Hans Zaunere wrote:

Yeah something like this could be handy, certainly.  I typically push/adapt
an object into the template which is property overloaded.  Then something
like:

<?=$Object->FirstName?>

I'm afraid that this is getting us back to magic_quotes_gpc: because now I might want to write

$first_name=$Object->FirstName;

and then do something with $first_name that isn't writing it into HTML. magic_quotes_gpc was effective protection against a certain category of HTML injection faults, but it made it difficult to write entirely correct code that processes the content of strings. I prefer the model of "escape at the time of output" rather than preemptive escaping: particularly these days, where you might be escaping a variable to be a Javascript string literal instead of an HTML code.
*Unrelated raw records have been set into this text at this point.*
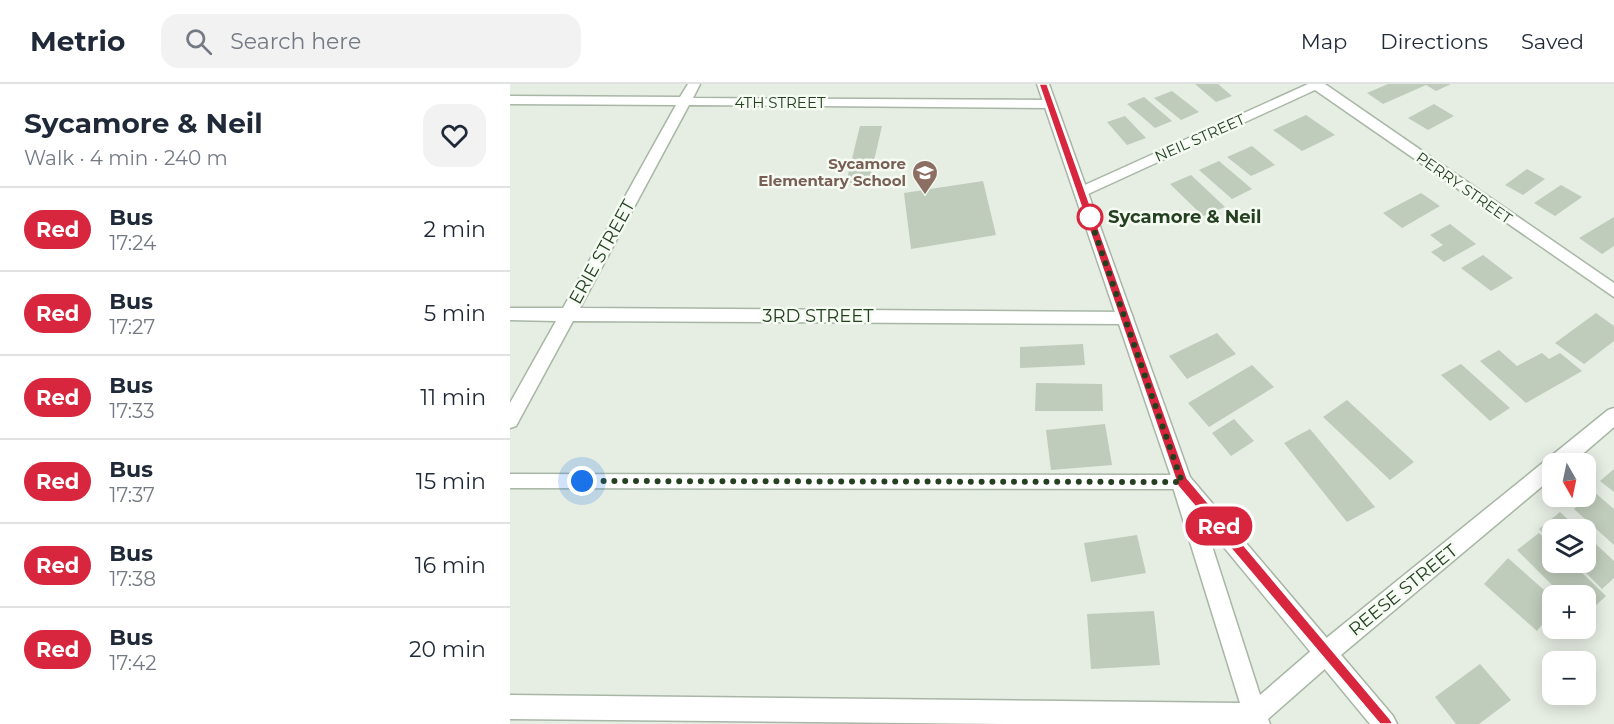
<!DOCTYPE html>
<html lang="en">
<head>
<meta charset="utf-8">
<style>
  :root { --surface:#fff; --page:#f2f2f3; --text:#1f2937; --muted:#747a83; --line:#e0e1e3 }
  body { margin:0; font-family:Montserrat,sans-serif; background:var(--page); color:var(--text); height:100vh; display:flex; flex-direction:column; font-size:22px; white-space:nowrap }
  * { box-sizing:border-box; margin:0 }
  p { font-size:20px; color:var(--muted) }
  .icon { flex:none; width:33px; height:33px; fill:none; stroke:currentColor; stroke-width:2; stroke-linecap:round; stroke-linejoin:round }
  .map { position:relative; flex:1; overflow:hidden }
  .panel { display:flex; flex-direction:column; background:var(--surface); width:510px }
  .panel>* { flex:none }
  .badge { padding:0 12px; border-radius:20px; font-size:21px; line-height:39px }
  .needle { width:39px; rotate:171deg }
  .fabs { position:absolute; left:1032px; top:369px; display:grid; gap:12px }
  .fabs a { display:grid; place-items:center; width:54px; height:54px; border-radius:12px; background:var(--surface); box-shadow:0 3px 15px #0003; font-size:30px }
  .you { position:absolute; width:30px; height:30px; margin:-15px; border:4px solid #fff; border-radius:50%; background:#1a73e8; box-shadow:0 0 0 9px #1a73e833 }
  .map>.badge { position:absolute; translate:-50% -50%; box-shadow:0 0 0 3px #fff }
  .round { display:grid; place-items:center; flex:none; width:63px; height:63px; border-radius:18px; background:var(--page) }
  .overview { display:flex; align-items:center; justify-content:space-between; height:102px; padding:0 24px }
  h1 { font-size:28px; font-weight:700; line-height:45px }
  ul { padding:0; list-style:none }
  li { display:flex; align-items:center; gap:18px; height:84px; padding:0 24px; border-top:2px solid var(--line) }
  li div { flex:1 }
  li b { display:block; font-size:22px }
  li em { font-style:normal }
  li .badge { min-width:66px; font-weight:700; text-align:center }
  header { display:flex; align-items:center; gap:36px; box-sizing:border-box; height:84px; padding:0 30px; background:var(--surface); border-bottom:2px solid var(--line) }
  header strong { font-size:28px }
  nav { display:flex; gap:33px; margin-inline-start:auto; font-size:21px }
  .search { width:420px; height:54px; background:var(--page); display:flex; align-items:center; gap:15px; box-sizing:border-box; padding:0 21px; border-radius:18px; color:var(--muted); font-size:22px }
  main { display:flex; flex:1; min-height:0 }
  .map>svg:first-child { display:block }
  .building { fill:#bfcbbb }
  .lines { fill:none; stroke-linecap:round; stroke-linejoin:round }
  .service-casing { stroke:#a8b6a5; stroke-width:3 }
  .minor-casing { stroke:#a8b6a5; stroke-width:3 }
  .tertiary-casing { stroke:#a8b6a5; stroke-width:3 }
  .service { fill:#fff; fill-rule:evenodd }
  .minor { fill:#fff; fill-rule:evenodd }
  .tertiary { fill:#fff; fill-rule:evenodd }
  .line { fill:#d7263d; stroke:#fff; stroke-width:1.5 }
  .walk { stroke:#244021; stroke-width:6; stroke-dasharray:0 10.8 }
  .stop-dot { fill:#fff; stroke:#d7263d; stroke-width:3 }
  .labels { text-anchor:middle; stroke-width:5; stroke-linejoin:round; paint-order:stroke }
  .far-street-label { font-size:15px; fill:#244021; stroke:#f5faf3 }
  .far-education-label { font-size:15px; font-weight:bold; fill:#785e54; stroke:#f5faf3; text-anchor:end }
  .stop-label { font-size:18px; font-weight:bold; fill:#244021; stroke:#f5faf3; text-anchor:start }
  .street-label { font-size:18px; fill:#244021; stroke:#f5faf3 }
</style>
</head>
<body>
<header>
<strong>Metrio</strong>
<div class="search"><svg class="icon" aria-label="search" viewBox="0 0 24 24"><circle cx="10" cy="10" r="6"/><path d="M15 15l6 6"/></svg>Search here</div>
<nav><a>Map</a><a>Directions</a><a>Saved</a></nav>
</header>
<main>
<section class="panel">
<div class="overview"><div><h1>Sycamore &amp; Neil</h1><p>Walk · 4 min · 240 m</p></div><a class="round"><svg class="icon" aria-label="heart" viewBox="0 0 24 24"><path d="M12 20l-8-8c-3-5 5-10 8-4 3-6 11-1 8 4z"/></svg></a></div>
<ul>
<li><span class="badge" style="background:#d7263d;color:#fff">Red</span><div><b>Bus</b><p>17:24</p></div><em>2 min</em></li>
<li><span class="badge" style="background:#d7263d;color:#fff">Red</span><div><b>Bus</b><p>17:27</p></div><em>5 min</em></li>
<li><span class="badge" style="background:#d7263d;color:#fff">Red</span><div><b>Bus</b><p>17:33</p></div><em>11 min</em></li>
<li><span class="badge" style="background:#d7263d;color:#fff">Red</span><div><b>Bus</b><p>17:37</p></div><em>15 min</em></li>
<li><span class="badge" style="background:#d7263d;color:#fff">Red</span><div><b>Bus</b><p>17:38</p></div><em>16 min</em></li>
<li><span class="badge" style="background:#d7263d;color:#fff">Red</span><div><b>Bus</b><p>17:42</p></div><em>20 min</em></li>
</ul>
</section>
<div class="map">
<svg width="1104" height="640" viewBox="0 0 1104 640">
  <rect width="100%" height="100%" fill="#e6ede3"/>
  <path class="building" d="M 685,0 L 708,0 L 722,12 L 706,18 Z
    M 878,0 L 941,0 L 926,7 L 916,1 L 873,20 L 857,9 Z
    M 662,7 L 689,28 L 671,36 L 644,14 Z
    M 634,13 L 662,37 L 645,44 L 617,20 Z
    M 924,20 L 944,32 L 918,46 L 898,34 Z
    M 796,31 L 825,51 L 792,67 L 763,46 Z
    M 615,32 L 636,54 L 617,61 L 597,38 Z
    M 350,42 L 372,42 L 359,98 L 336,99 Z
    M 742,62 L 765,81 L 741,92 L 717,73 Z
    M 709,77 L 742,105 L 722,115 L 689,86 Z
    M 1017,85 L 1035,95 L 1013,111 L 995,101 Z
    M 681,91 L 715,123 L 693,132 L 660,100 Z
    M 473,97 L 486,151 L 401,165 L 394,109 Z
    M 1051,101 L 1072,113 L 1045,132 L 1024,119 Z
    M 911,109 L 930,122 L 892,144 L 873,129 Z
    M 1104,133 L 1104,162 L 1092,170 L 1069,154 Z
    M 940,140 L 966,160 L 934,178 L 921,168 L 933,161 L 920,151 Z
    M 973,171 L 1003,194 L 981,207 L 951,184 Z
    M 1086,229 L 1104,242 L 1104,257 L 1074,280 L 1045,259 Z
    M 707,249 L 726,270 L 677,295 L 659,272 Z
    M 573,260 L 575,281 L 510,284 L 510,263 Z
    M 989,266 L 1007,282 L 1032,269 L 1039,275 L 1050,269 L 1072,287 L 1016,319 L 970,277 Z
    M 951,280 L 1000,324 L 980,337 L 931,291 Z
    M 742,281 L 764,303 L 699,343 L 678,319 Z
    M 526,299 L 592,300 L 593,327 L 525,327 Z
    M 837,316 L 904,378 L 880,396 L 813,333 Z
    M 724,335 L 744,357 L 721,372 L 702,349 Z
    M 595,340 L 602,381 L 541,386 L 536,346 Z
    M 800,345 L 865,423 L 837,438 L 774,359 Z
    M 1104,385 L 1104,408 L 1090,397 Z
    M 1084,408 L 1104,425 L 1104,461 L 1064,425 Z
    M 1050,428 L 1069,446 L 1042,446 L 1042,458 L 1029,445 Z
    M 1029,449 L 1042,461 L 1042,478 L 1061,478 L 1096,512 L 1076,530 L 1076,512 L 1053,512 L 1007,466 Z
    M 627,451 L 636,489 L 581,498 L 574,459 Z
    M 1076,451 L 1104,477 L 1104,494 L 1092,505 L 1065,478 L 1076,478 Z
    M 998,474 L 1042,513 L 1042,528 L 1027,547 L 974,500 Z
    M 644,527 L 650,581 L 581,585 L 577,530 Z
    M 970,580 L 1001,616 L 969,640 L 946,640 L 925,613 Z"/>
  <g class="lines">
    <defs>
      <path id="service" d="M 0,390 L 672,391 L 678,393 L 680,398 L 678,403 L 672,405 L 0,404 Z"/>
      <path id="minor" d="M 178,0 L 190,0 L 183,14 L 540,16 L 546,20 L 540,24 L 179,21 L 70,224 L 615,228 L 621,229 L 623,234 L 621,239 L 615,240 L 63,237 L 6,342 L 0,344 L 0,319 L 46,237 L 0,236 L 0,224 L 53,224 L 166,21 L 0,20 L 0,12 L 170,13 Z
        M 798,0 L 815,0 L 1104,199 L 1104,213 L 805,6 L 576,111 L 566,111 L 564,108 L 566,105 Z
        M 1104,324 L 1104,343 L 1061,380 L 1042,380 L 1042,394 L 825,576 L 758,635 L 760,640 L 493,640 L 0,635 L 0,611 L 730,619 L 662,400 L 665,394 L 672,391 L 679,394 L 682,400 L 750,611 L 809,560 L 1098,326 Z"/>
      <path id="tertiary" d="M 527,0 L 539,0 L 680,393 L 883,632 L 887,640 L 860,640 L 665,404 Z"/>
    </defs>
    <use href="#service" class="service-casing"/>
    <use href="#minor" class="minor-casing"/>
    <use href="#tertiary" class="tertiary-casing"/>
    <use href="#service" class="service"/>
    <use href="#minor" class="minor"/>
    <use href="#tertiary" class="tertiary"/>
  </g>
  <path class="line" d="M 529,0 L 537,0 L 677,394 L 880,635 L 883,640 L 870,640 L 668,402 Z"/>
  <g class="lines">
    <path class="walk" d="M 72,397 L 672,398 L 578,129 L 580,133"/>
  </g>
  <defs>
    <symbol id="school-pin" viewBox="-11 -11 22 30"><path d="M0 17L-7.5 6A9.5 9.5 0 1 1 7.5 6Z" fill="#8d6e63" stroke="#f5faf3"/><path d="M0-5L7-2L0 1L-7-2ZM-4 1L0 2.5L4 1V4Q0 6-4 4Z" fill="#fff"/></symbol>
  </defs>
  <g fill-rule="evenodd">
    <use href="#school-pin" x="400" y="74" width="30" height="40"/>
  </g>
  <circle class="stop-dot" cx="580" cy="133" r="12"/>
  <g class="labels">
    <g class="far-street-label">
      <text x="270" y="24">4TH STREET</text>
      <text transform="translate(690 54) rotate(-24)" y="5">NEIL STREET</text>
      <text transform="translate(954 104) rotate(35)" y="5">PERRY STREET</text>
    </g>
    <g class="far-education-label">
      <text x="396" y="85">Sycamore<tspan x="396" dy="17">Elementary School</tspan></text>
    </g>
    <g class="stop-label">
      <text x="598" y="139">Sycamore &amp; Neil</text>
    </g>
    <g class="street-label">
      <text transform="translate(92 168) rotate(-61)" y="6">ERIE STREET</text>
      <text x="308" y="238">3RD STREET</text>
      <text transform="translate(893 506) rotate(-39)" y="6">REESE STREET</text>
    </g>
  </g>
</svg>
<div class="fabs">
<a><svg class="needle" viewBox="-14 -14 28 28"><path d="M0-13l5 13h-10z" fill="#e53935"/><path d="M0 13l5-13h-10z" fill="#747a83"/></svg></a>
<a><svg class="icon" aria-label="layers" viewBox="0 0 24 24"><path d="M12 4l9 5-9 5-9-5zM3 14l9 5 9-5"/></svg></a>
<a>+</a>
<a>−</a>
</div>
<div class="you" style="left:72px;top:397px"></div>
<b class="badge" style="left:709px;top:442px;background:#d7263d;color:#fff">Red</b>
</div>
</main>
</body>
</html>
Today people are realizing that HTML/Javascript injection attacks are difficult to stop (there are lots of clever ways to inject Javascript that you'd never think of), and some systems are taking different approaches. ASP.NET, for instance, has an "application firewall" built in that looks for dangerous inputs in form variables and that will abort your application if you get fed junk. Although my first impression is that this is "magic_quotes_gpc all over again", and I've definitely seen the system block legitimate input, Microsoft has done a good job of justifying this behavior.

Outputs correctly escaped (or processed in any other way depending on what
the overload wants to do) content.  Quite handy and has proved effective.

It does seem that it'd be handy to have some type of "stdout" processing
hook that can be overridden, while providing a shorthand for working in
templates.
It makes some people feel dirty, but you can do this with global variables, assuming your template system remembers to set them when you get in or out of a template. My own "php on nails" system has quite a few functions that behave differently if serving a web page or run from the command line.